Ordering a business website does not really start with design or technology. It starts with clarity. When the goal, content, keywords, and required functionality are defined before development begins, the result is stronger from an SEO, user experience, and sales perspective.
In 2026, it is no longer enough for a company to simply have a website. Your site needs to be fast, mobile-friendly, trustworthy, and clearly structured. More importantly, SEO should not begin after the website is finished. Strong visibility in Google is built into the project from the planning stage.
In this article, we will go through 9 things that should be done before you order a company website, ecommerce store, or custom web solution.
1. Define the main goal of the website
The first question is not whether you need WordPress or a custom build. The first question is what the website needs to achieve for the business.
The most common goals are:
- generating enquiries
- building trust
- presenting services clearly
- selling products
- collecting applications or leads
- triggering automated workflows
If this stays unclear in the beginning, the usual problem appears later. The website looks nice, but it does not perform any real business function well enough.
A good project brief starts with one main goal and one main call to action. Should the visitor contact you, request a quote, call, book a meeting, or buy a product?
2. Think through who the website is for
A business website is not meant for “everyone.” The broader the message, the weaker it usually becomes.
Before development starts, write down:
- who the main target audience is
- what problem brings them to the site
- what information they want to see first
- what action should happen on the first visit
For a service business, visitors usually want to understand very quickly:
- what you actually offer
- who the service is for
- why you are trustworthy
- how to contact you
This matters for SEO too. When the message matches real search intent, it becomes much easier to build content that serves both users and search engines.

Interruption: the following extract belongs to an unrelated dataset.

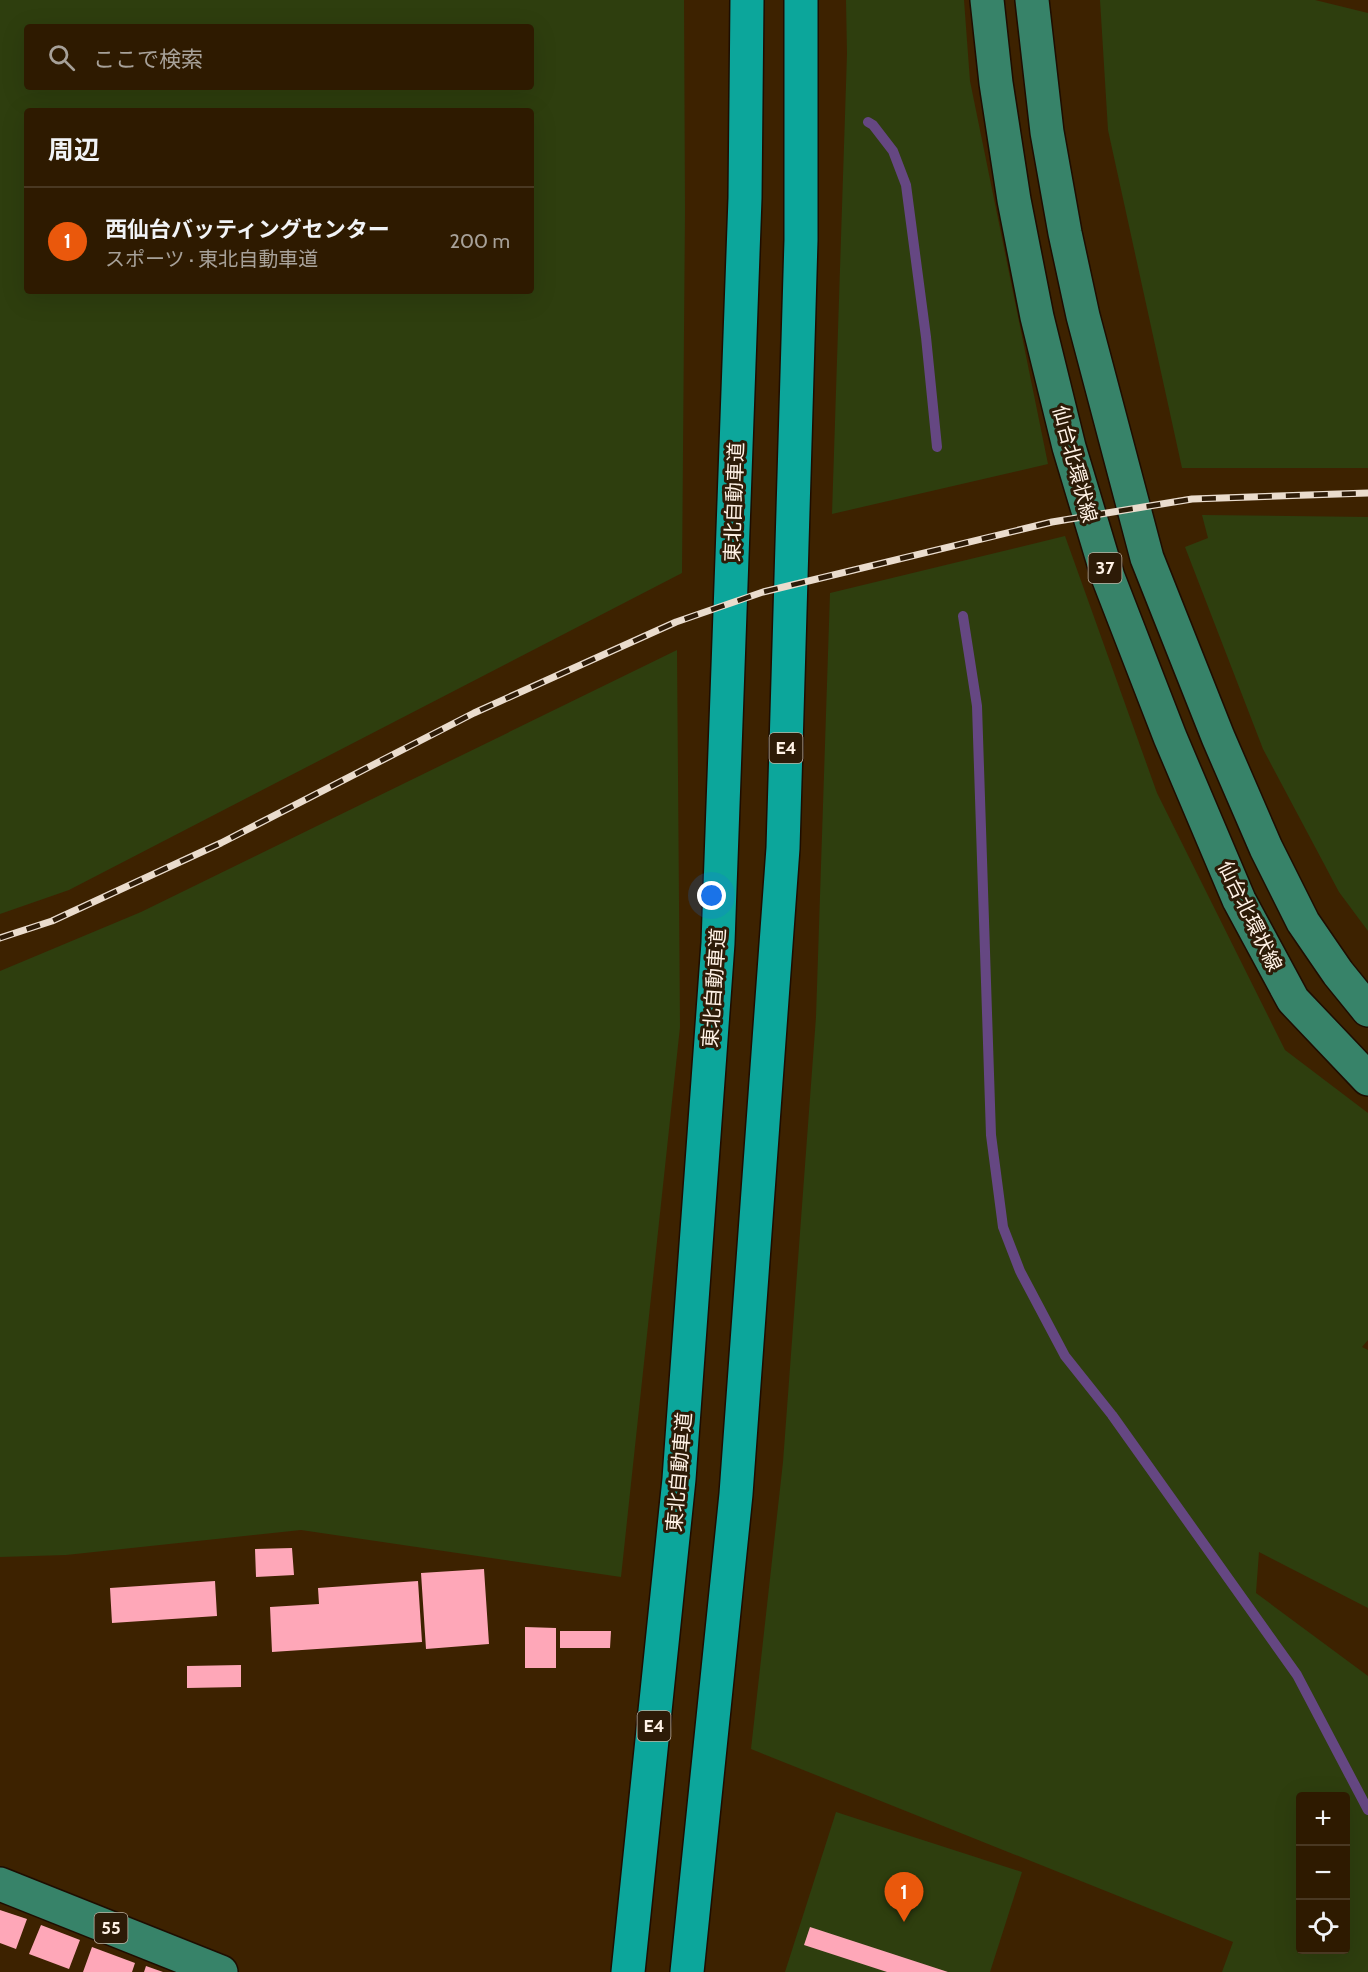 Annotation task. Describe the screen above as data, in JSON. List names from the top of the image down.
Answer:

3. Map out the required pages before design begins
One of the biggest mistakes is discussing colors, layouts, and animations before it is even clear which pages the website needs.
A strong business website usually includes at least:
- a homepage
- a services page or separate service pages
- an about page
- a contact page
- a quote request or CTA solution
- a blog or knowledge section
- a privacy policy and, if needed, cookie information
In many cases, SEO works better when you create multiple focused service pages instead of one generic Services page. If a business offers website design, ecommerce development, integrations, and maintenance, each of those topics should ideally have its own useful page.
This makes it easier to target searches such as:
- business website
- WordPress website
- ecommerce website for business
- website maintenance
- integrations and AI automation
If you want to see how services can be clearly separated, view the services page.
4. Define the keywords before the text or design gets locked in
Strong SEO is not about stuffing keywords. Strong SEO means the website answers the right searches with the right structure.
Before ordering development, you should define at least:
- the core topic
- the primary keyword
- related search terms
- long-tail questions
- which page targets which search intent
For this topic, an important keyword cluster includes:
- business website
- company website
- website development
- website for business
- WordPress website
- web development
- business website cost
If keywords are only chosen after development, you often end up reworking headings, URLs, content blocks, menu structure, and internal links. That means extra cost and a weaker final result.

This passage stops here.